#### DIRECTIONS FOR THIS TASK
Find all the lines in the entries below that hold the word "border" and copy them.

#### INPUT
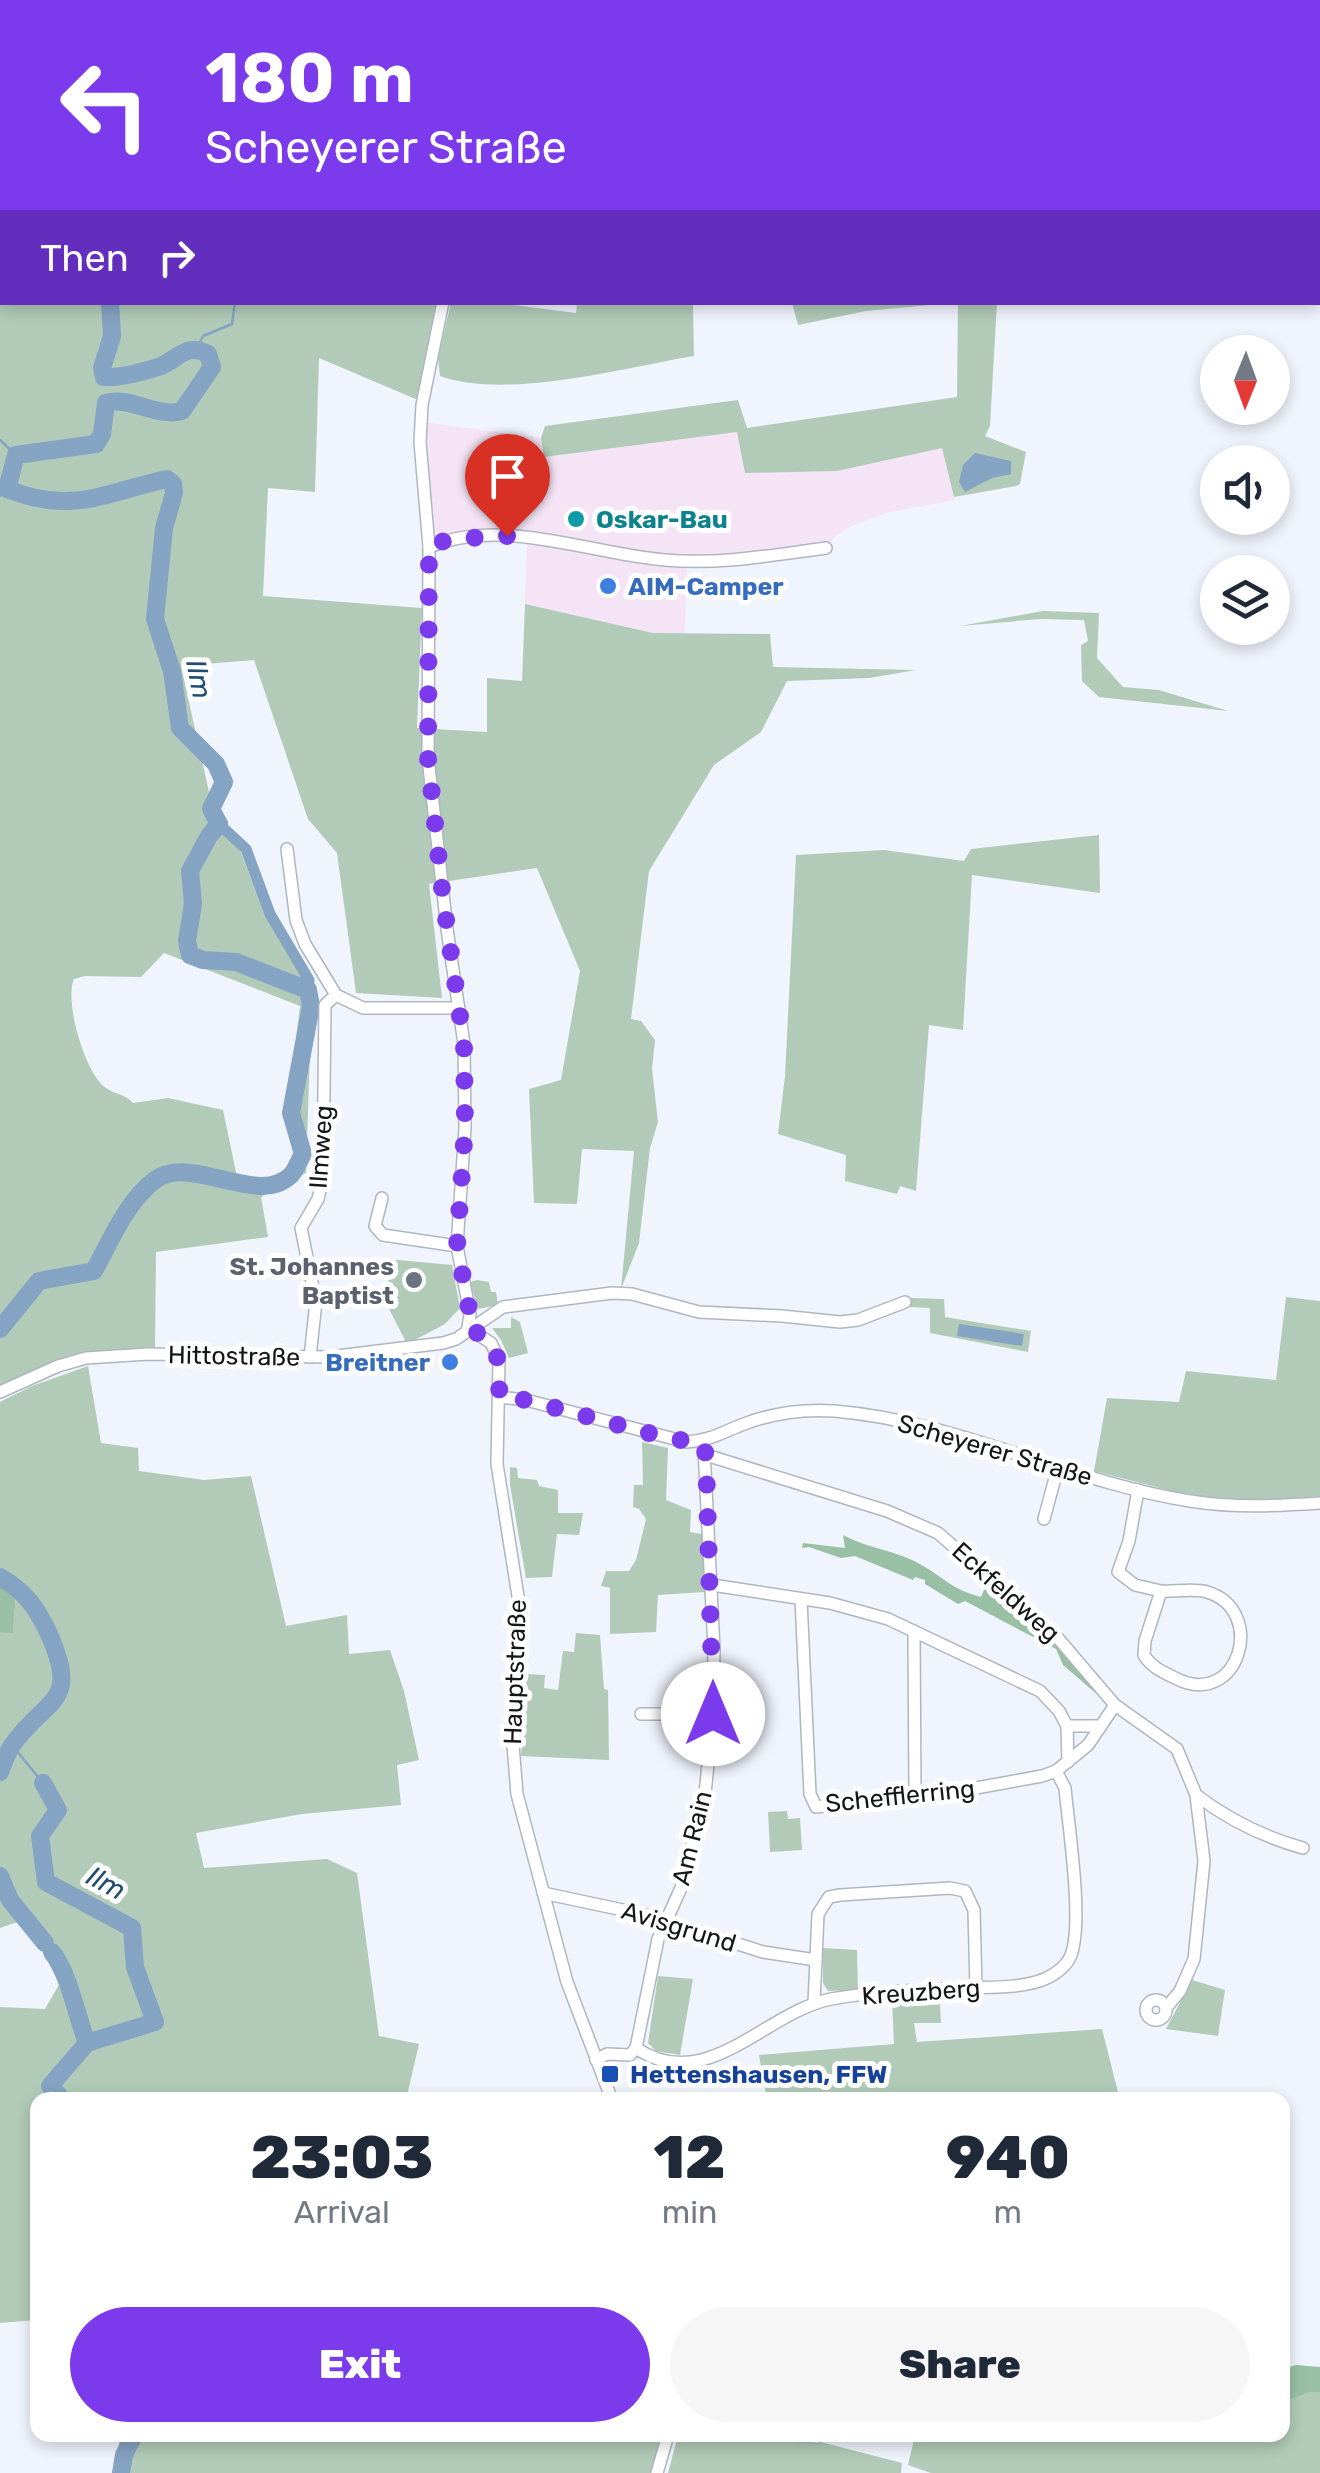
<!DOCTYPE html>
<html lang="en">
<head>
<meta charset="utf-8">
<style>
	:root { --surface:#fff; --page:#f6f6f7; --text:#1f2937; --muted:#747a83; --accent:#7c3aed }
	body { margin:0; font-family:Rubik,sans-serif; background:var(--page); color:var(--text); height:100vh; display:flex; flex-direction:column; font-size:38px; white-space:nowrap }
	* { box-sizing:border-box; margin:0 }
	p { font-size:32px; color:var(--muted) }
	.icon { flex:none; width:55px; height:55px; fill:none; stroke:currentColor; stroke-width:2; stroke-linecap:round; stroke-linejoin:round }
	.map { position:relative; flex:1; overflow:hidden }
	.side { position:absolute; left:30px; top:2092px; width:1260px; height:350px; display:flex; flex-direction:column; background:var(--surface); border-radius:20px; box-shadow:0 5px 15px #0003 }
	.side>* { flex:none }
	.top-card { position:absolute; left:0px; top:0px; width:1320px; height:305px; box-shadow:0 5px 15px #0003; background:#7c3aed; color:#fff; overflow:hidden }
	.needle { width:65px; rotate:181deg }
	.controls { position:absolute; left:1200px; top:335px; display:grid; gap:20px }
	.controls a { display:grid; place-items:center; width:90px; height:90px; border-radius:50%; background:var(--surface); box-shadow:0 5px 15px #0003; font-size:50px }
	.pin { position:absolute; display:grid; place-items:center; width:85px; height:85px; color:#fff; margin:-102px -42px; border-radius:50% 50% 50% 0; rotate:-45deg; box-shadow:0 0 10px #0007 }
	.pin .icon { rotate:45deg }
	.me { position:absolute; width:110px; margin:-55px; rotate:0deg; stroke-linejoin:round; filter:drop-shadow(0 0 8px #0008) }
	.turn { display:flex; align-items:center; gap:35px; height:210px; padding:0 40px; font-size:45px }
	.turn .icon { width:130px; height:130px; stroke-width:2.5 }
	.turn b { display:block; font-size:70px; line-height:85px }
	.then { display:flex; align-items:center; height:95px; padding:0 40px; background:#0003; gap:20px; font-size:38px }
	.eta { display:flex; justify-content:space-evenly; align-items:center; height:170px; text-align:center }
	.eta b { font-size:60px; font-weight:800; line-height:70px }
	.button { display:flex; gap:20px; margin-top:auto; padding:20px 40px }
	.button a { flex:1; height:115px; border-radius:60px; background:var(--accent); color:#fff; font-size:40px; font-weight:800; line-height:115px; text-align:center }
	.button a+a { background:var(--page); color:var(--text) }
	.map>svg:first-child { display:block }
</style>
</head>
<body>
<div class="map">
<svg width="1320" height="2473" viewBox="0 0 1320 2473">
	<rect width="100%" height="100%" fill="#f0f4fd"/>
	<!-- commercial -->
	<polygon fill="#f5e4f6" points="416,421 541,438 544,456 737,432 745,473 837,471 943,447 955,500 886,513 854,525 838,534 826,548 687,561 685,633 653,633 525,604 527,539 507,536 429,547 424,501 418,500"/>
	<!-- green -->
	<g fill="#b1cbb8" fill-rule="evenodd">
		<path d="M0,0H376L2,2V302L436,303L418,400L319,358L315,492L268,488L263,596L422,608L417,728L487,732V678L522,681L525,604L653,633L770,634L773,667L916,670L869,678L787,681L761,732L714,765L649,871L631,1019L641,1021L655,1040L652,1069L658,1122L650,1148L639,1243L621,1289L634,1151L582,1149L577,1204L534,1203L529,1089L561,1080L580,971L537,868L429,884L442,998L356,993L337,853L308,819L254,660L181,666L215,819L237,842L263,910L312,989L306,1173L261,1197L268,1237L156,1252L155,1350L72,1355L0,1387ZM164,953L300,1006L286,1118L297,1153L289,1169L257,1182L237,1177L223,1110L168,1098L133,1103C124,1093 116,1095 106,1088C85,1074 64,1001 74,979L85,976L141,977Z"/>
		<polygon points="1285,0 1320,0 1320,119 1318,2"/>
		<polygon points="997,302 990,426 985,436 1026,452 1020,484 1016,486 954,497 942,448 837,471 745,473 737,432 544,457 541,438 545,426 738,400 747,428 957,397 958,303"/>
		<path d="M451,303H499L576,313L577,303H693L694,356C621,368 508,400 440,376L438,358Z"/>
		<polygon points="792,303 792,302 951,303 866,311 798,325"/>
		<polygon points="1043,611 1099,613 1097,658 1123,687 1159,690 1228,711 1099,697 1082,681 1081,645 1088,641 1084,620 1040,619 960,626"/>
		<polygon points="1099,835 1100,893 972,875 963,1030 929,1025 916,1191 900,1186 897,1194 845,1181 846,1155 778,1134 785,1076 796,855 884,850 964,861 971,849"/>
		<polygon points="388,1259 452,1265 460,1308 445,1324 407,1344 389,1309"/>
		<polygon points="477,1280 489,1282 491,1292 496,1292 498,1305 478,1309 470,1282"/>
		<polygon points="1286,1297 1320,1301 1320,1496 1261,1501 1195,1497 1094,1471 1107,1398 1179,1402 1186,1371 1276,1380"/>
		<polygon points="911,1298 944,1299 945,1317 1031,1331 1028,1352 930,1333 930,1308 910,1307"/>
		<polygon points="511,1317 520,1322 528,1353 509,1358 501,1340 492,1328 511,1328"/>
		<polygon points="88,1366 101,1443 138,1448 139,1471 204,1480 251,1476 286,1626 347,1615 349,1654 390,1650 404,1691 419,1760 397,1765 401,1805 302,1814 196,1833 204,1868 327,1859 357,1873 379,2036 419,2044 406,2100 38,2100 37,2320 0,2323 0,2007 45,2009 64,1976 23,1920 0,1928 0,1632 13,1632 16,1594 0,1583 0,1402 32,1386"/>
		<polygon points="642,1442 668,1448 666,1500 691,1510 690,1532 702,1534 705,1592 658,1595 656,1632 610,1634 610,1588 601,1586 606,1571 629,1571 636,1560 646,1519 639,1509 633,1507 634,1485 643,1485"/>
		<polygon points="510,1467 517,1468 518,1478 537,1480 539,1486 558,1490 558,1513 583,1513 579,1535 557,1534 552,1577 526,1578 510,1485"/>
		<polygon points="576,1633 600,1635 604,1689 608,1690 609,1760 521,1756 526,1674 545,1675 544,1688 558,1690 563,1651 574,1652"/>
		<polygon points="787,1811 788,1819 800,1818 802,1850 770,1852 768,1812"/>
		<polygon points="823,1948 857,1950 858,1990 828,1991 823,1983"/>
		<polygon points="658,1976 693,1979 680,2055 656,2051 648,2043"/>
		<polygon points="1192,1980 1225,1990 1218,2036 1166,2029"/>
		<polygon points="934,1997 934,2003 940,2004 941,2023 914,2023 917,2042 1102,2029 1120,2100 767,2100 759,2055 894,2044 892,1999"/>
		<polygon points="1311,2392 1320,2392 1320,2473 931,2473 908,2465 914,2440 925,2442 927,2435 1282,2435 1283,2402"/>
		<polygon points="119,2435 663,2435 652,2473 114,2473 119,2455"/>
		<polygon points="678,2435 751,2435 817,2441 902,2463 901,2473 668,2473"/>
	</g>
	<!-- forest -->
	<g fill="#99c0a5">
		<path d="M843,1535C869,1549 900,1551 925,1567C948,1581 952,1589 981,1597L988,1581C1013,1604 1094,1666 1099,1696L1063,1665L1056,1649L965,1601L958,1604L925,1584V1580L915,1577L913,1580L855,1556L841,1558L809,1547L802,1548L803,1543L845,1548Z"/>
		<polygon points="0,1583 16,1593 13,1633 0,1632"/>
		<polygon points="1296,2365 1320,2367 1320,2392 1311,2392 1283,2402 1283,2369"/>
	</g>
	<!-- water -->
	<g fill="#85a3c2">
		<polygon points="975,453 1011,461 1011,474 992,478 965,492 959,482 963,465"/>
		<polygon points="959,1324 1024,1334 1022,1346 957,1336"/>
	</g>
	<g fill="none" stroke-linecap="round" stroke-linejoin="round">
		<!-- stream -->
		<g stroke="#85a3c2" stroke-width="2.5">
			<polyline points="47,2 47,0"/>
			<polyline points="0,143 2,150"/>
			<polyline points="0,197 2,198"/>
			<polyline points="0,275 2,266"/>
			<polyline points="197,348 203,336 232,324 235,302"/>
			<polyline points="0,440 16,455"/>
			<polyline points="0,496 7,489"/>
			<polyline points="12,1745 43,1783"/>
		</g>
		<!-- canal -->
		<polyline stroke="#85a3c2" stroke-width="11" points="219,824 246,849 270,914 309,980 308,990"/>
		<!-- river -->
		<g stroke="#85a3c2" stroke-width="18">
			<polyline points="177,2 177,0"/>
			<path d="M0,1329L39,1281L94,1271C111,1240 126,1202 155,1180C191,1153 258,1208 291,1175C296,1170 299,1160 303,1154L291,1113L311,1006L308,990L236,962L203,960L190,955L187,941L193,904L190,871L209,836L219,824L211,809L224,782L216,764L180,728L172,671L155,619L164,528L174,493L173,484L167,479C104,493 71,515 7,489L16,455L96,444L102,434L106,403C131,396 156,418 182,411L212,367L208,354C184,342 179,360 158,367C142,372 120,378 104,377L102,368L112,336L110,302"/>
			<path d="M0,1577C25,1591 37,1608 49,1634C80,1704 48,1696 13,1744C7,1752 4,1763 0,1772"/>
			<polyline points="43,1783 58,1810 40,1836 46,1882 132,1928 135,1967 155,2022 87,2043 50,2086 63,2100"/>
			<polyline points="0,1876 10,1900 45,1943"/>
			<path d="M52,1952C70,1976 76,2014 87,2043"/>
			<polyline points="121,2473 124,2455 134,2435"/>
		</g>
		<!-- minor casing -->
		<g stroke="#b0b6c0" stroke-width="14">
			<g id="minor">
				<polyline points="478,2 478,0"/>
				<polyline points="613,2 614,0"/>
				<polyline points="835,2 843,0"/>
				<polyline points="443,302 422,405 420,442 429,547 428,758 447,929 464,1044 465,1128 457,1246 470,1314 468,1328"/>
				<path d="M429,547C503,516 589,554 665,560C720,565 773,555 826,548"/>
				<polyline points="287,849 296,920 305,944 336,995 363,1008 459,1008"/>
				<polyline points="382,1198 375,1226 383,1235 457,1246"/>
				<polyline points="468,1328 491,1343 499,1360 497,1464 521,1615 512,1733 517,1794 567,1982 612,2100"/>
				<polyline points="310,1357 316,1302 301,1228 318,1199 323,1177 325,1005 336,995"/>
				<polyline points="0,1392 58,1366 86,1358 148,1354 329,1357 443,1343 456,1339 503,1307 612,1293 632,1294 699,1312 782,1316 840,1322 858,1320 905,1302"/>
				<path d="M499,1397L526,1400L686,1442C709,1441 723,1432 744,1424C773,1413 803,1409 834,1411C958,1421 1069,1482 1190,1501C1234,1508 1276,1506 1320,1503"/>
				<polyline points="706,1455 887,1511 938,1533 1057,1637 1115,1705 1177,1749 1196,1795 1204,1861 1194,1959 1180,1991 1166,2008"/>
				<path d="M1138,1490L1129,1541L1118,1572L1135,1585L1161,1591L1145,1641L1144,1655C1151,1667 1163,1672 1175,1678C1239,1711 1268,1610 1207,1592C1193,1588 1175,1592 1161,1591"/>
				<polyline points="1044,1519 1058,1467"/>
				<polyline points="712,1585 830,1603 888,1619 1040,1691 1059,1711 1067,1726"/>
				<polyline points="801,1599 810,1794 816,1807 965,1790 1042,1776 1056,1771 1088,1745 1115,1705"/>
				<polyline points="914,1631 915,1796"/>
				<polyline points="641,1714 713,1714"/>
				<polyline points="1068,1762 1067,1726 1099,1726"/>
				<path d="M1196,1795C1229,1820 1263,1837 1303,1848"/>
				<polyline points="543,1893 651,1916 763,1952 816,1960"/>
				<circle cx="1156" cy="2010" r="10"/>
				<polyline points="814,2003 818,1914 829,1897 840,1895 950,1888 965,1891 974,1910 976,1988"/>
				<polyline points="636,2048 658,1939 681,1888 705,1794 713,1714 714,1649 704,1449"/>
				<path d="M596,2060L607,2054L630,2055L636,2048C706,2096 765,2012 831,1999C876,1991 923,1990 968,1988C991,1987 1015,1988 1036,1982C1048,1979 1061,1971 1068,1961C1086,1935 1068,1824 1065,1788L1056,1771"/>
				<polyline points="795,2435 817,2437"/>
				<polyline points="657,2473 668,2435"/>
			</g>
		</g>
		<!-- minor -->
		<use href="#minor" stroke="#fff" stroke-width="11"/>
	</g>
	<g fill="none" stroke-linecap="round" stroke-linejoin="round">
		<!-- route -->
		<path stroke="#7c3aed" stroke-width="18" stroke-dasharray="0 32.4" d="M507,536L449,539L429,547L428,758L443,898L464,1044L465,1128L457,1246L470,1314L468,1328C502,1344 500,1363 499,1397L526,1400L671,1439L702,1442L706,1455L713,1714"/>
	</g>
	<!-- markers -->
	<circle fill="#0f9aa8" stroke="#fff" stroke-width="4" cx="576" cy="519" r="10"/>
	<g fill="#3f7fe0" stroke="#fff" stroke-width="4">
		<circle cx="608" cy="586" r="10"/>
		<circle cx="450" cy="1362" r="10"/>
	</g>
	<circle fill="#6b7280" stroke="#fff" stroke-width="4" cx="414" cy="1280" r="10"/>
	<rect fill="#1a4fb4" stroke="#fff" stroke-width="4" x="600" y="2064" width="20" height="20" rx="5"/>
	<g text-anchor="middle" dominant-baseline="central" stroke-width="10" stroke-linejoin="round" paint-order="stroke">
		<!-- culture labels -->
		<g font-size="25" font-weight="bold" fill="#0d838f" stroke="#fff" text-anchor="start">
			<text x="596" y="519">Oskar-Bau</text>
		</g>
		<!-- shop labels -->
		<g font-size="25" font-weight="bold" fill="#366cbe" stroke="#fff" text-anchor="start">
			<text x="628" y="586">AIM-Camper</text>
			<text x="430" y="1362" text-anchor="end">Breitner</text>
		</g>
		<!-- street labels -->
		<g font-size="25" fill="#141619" stroke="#fff">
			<text transform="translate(321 1147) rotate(-86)">Ilmweg</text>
			<text transform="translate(234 1356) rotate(1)">Hittostraße</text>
			<text transform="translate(995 1450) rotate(16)">Scheyerer Straße</text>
			<text transform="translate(1006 1592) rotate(42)">Eckfeldweg</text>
			<text transform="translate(515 1672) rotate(-88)">Hauptstraße</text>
			<text transform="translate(900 1796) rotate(-6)">Schefflerring</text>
			<text transform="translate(692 1838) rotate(-76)">Am Rain</text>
			<text transform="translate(679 1927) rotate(17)">Avisgrund</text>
			<text transform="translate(921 1992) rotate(-4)">Kreuzberg</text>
		</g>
		<!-- worship labels -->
		<g font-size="25" font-weight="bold" fill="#5b616d" stroke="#fff" text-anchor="end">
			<text x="394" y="1266">St. Johannes<tspan x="394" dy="29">Baptist</tspan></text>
		</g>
		<!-- transit labels -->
		<g font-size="25" font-weight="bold" fill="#164399" stroke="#fff" text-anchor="start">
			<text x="630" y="2074">Hettenshausen, FFW</text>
		</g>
		<!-- water labels -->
		<g font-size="28" font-style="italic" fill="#1f4c76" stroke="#fff">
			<text transform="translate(199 679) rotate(79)">Ilm</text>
			<text transform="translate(106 1883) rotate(28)">Ilm</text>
		</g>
	</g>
</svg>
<div class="controls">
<a><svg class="needle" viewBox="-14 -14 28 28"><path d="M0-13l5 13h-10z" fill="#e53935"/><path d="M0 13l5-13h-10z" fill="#747a83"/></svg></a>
<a><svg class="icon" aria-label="sound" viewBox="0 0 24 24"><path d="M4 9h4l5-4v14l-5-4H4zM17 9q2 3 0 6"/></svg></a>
<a><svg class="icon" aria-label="layers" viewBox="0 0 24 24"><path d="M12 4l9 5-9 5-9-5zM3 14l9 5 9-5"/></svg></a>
</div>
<div class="pin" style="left:507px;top:536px;background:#d93025"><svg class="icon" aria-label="arrive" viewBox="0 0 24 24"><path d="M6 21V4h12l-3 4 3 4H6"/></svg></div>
<svg class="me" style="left:713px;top:1714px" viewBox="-20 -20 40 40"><circle r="19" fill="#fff"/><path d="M0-13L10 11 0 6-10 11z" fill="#7c3aed"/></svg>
<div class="top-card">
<div class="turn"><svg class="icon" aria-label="left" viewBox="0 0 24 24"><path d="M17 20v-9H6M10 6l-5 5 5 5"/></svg><div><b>180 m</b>Scheyerer Straße</div></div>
<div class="then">Then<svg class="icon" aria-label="right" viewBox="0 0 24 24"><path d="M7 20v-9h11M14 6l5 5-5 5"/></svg></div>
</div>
<section class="side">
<div class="eta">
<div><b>23:03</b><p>Arrival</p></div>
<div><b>12</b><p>min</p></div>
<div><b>940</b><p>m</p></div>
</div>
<div class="button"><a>Exit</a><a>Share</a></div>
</section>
</div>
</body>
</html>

#### EXERCISE ANSWER
	* { box-sizing:border-box; margin:0 }
	.side { position:absolute; left:30px; top:2092px; width:1260px; height:350px; display:flex; flex-direction:column; background:var(--surface); border-radius:20px; box-shadow:0 5px 15px #0003 }
	.controls a { display:grid; place-items:center; width:90px; height:90px; border-radius:50%; background:var(--surface); box-shadow:0 5px 15px #0003; font-size:50px }
	.pin { position:absolute; display:grid; place-items:center; width:85px; height:85px; color:#fff; margin:-102px -42px; border-radius:50% 50% 50% 0; rotate:-45deg; box-shadow:0 0 10px #0007 }
	.button a { flex:1; height:115px; border-radius:60px; background:var(--accent); color:#fff; font-size:40px; font-weight:800; line-height:115px; text-align:center }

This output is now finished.